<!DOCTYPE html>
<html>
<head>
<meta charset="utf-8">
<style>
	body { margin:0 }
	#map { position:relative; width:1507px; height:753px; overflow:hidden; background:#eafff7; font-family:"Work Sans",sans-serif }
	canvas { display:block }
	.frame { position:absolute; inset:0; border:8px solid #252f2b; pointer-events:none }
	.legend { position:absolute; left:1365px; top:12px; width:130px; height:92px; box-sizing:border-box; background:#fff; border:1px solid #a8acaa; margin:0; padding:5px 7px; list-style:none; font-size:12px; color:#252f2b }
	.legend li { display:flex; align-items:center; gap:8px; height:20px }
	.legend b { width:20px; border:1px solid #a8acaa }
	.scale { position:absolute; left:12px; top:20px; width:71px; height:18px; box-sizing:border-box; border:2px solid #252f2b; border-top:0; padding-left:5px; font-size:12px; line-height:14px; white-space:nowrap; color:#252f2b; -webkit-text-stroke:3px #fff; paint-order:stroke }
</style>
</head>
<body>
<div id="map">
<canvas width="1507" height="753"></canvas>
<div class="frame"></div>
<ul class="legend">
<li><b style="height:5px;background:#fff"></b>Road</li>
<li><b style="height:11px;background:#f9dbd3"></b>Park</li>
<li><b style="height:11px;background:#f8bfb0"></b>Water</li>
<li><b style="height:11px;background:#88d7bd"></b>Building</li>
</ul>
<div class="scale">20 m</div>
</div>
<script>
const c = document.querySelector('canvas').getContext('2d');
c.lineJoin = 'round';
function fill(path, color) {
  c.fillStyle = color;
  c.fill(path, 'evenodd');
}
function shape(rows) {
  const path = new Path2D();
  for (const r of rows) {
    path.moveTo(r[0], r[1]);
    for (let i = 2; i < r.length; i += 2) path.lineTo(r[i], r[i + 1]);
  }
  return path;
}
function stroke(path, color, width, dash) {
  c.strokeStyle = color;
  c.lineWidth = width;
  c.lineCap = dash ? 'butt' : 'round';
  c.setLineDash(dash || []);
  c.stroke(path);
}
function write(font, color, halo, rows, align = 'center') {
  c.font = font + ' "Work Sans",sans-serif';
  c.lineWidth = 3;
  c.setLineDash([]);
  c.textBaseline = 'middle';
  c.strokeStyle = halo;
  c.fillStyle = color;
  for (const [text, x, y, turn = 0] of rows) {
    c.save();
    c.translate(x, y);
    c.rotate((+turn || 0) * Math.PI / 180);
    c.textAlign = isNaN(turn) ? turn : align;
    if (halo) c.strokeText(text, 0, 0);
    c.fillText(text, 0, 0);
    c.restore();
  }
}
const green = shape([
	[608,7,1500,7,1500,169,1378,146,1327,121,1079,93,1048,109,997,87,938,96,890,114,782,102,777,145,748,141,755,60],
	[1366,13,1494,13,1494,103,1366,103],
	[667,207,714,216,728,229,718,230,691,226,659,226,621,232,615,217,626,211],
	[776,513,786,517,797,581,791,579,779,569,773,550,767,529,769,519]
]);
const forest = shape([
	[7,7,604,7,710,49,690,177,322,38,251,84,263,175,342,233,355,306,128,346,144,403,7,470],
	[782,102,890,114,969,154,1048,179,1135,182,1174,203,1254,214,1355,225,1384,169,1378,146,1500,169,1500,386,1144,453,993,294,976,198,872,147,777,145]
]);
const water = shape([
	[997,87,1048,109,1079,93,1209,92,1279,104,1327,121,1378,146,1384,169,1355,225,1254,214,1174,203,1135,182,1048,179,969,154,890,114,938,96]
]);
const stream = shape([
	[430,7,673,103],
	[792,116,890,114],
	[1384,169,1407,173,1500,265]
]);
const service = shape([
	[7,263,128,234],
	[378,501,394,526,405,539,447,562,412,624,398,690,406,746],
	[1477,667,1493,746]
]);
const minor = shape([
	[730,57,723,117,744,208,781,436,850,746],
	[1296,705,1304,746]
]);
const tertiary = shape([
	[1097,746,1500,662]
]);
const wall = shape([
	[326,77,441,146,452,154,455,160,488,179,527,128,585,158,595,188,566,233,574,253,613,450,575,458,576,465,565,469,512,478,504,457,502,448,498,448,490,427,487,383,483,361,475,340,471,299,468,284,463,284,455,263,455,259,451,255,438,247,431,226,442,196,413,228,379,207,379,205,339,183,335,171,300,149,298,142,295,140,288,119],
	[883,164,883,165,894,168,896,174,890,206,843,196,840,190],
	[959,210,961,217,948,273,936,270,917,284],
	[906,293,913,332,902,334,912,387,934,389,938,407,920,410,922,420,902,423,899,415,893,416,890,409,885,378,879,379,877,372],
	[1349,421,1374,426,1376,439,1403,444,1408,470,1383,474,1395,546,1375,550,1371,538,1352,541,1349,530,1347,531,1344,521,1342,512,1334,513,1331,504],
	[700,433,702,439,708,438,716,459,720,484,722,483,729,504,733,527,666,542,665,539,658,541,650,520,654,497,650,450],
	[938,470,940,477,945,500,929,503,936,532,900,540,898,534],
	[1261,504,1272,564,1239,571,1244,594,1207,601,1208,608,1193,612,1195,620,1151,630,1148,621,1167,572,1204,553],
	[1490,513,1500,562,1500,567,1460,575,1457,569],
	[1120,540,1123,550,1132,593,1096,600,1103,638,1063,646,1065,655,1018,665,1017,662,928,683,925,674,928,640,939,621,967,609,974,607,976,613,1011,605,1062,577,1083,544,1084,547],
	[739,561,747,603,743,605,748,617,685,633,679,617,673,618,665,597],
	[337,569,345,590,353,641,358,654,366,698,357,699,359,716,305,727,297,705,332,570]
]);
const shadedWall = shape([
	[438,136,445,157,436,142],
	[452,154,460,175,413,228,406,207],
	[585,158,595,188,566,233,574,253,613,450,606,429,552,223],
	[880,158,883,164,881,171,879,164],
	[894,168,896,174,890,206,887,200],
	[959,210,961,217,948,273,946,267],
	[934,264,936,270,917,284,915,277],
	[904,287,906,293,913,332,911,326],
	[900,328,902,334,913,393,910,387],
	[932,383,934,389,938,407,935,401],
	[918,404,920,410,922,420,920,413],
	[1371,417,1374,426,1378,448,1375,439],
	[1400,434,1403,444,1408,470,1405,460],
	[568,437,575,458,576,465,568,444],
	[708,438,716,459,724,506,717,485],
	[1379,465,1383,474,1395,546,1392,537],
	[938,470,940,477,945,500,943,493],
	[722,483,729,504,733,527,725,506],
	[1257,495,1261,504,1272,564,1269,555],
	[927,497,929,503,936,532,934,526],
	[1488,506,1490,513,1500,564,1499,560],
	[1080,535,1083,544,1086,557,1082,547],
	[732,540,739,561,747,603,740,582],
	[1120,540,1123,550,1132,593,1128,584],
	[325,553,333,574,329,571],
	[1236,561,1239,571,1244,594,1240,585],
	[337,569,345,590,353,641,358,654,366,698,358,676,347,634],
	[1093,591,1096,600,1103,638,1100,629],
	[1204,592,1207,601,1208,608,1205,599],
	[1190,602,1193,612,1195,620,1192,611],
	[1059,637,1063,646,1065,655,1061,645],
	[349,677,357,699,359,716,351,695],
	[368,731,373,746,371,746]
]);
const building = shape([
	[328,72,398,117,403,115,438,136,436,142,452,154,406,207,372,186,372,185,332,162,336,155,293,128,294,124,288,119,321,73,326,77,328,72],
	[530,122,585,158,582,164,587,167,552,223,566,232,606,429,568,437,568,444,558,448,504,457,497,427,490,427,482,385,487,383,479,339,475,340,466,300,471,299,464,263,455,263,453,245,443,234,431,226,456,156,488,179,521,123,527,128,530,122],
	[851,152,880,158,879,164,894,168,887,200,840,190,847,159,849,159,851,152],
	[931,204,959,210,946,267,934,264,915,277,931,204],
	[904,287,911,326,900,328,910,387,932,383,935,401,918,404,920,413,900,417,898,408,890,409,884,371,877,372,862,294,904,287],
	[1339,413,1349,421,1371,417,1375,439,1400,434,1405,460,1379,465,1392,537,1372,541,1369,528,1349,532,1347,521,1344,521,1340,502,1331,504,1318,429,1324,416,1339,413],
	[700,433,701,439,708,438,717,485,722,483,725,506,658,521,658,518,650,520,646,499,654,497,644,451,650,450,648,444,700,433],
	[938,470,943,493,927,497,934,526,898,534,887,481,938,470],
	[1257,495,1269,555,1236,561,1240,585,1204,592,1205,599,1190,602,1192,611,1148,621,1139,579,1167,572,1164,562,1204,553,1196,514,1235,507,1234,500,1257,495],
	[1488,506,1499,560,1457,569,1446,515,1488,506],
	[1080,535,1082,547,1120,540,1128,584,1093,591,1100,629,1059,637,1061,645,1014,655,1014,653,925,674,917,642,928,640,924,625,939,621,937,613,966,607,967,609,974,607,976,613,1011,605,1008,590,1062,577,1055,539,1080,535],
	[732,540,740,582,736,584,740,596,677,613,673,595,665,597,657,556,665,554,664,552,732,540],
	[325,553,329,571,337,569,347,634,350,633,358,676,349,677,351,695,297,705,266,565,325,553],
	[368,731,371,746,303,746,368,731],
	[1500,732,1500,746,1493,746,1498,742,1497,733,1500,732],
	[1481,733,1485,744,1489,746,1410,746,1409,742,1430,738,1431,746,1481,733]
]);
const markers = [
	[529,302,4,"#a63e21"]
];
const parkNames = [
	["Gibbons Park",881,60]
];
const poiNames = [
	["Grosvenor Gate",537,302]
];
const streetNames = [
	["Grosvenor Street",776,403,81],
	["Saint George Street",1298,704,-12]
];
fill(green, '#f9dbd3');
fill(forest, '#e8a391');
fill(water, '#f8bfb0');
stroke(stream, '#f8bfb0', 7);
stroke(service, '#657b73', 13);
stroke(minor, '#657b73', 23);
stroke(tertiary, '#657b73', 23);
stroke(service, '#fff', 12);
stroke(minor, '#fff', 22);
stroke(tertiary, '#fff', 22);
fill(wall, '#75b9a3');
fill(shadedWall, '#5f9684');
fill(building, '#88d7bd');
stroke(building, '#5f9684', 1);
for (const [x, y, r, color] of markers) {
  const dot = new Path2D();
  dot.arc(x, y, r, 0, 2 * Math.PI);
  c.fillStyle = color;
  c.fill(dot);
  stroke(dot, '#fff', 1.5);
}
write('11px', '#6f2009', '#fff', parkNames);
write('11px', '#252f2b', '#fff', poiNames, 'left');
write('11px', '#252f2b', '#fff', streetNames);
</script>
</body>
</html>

________

### [ASSIGNED TASK]
Filter the records above, keeping each line that contains the word "halo".

### [RESULT FOR THIS EXERCISE]
function write(font, color, halo, rows, align = 'center') {
  c.strokeStyle = halo;
    if (halo) c.strokeText(text, 0, 0);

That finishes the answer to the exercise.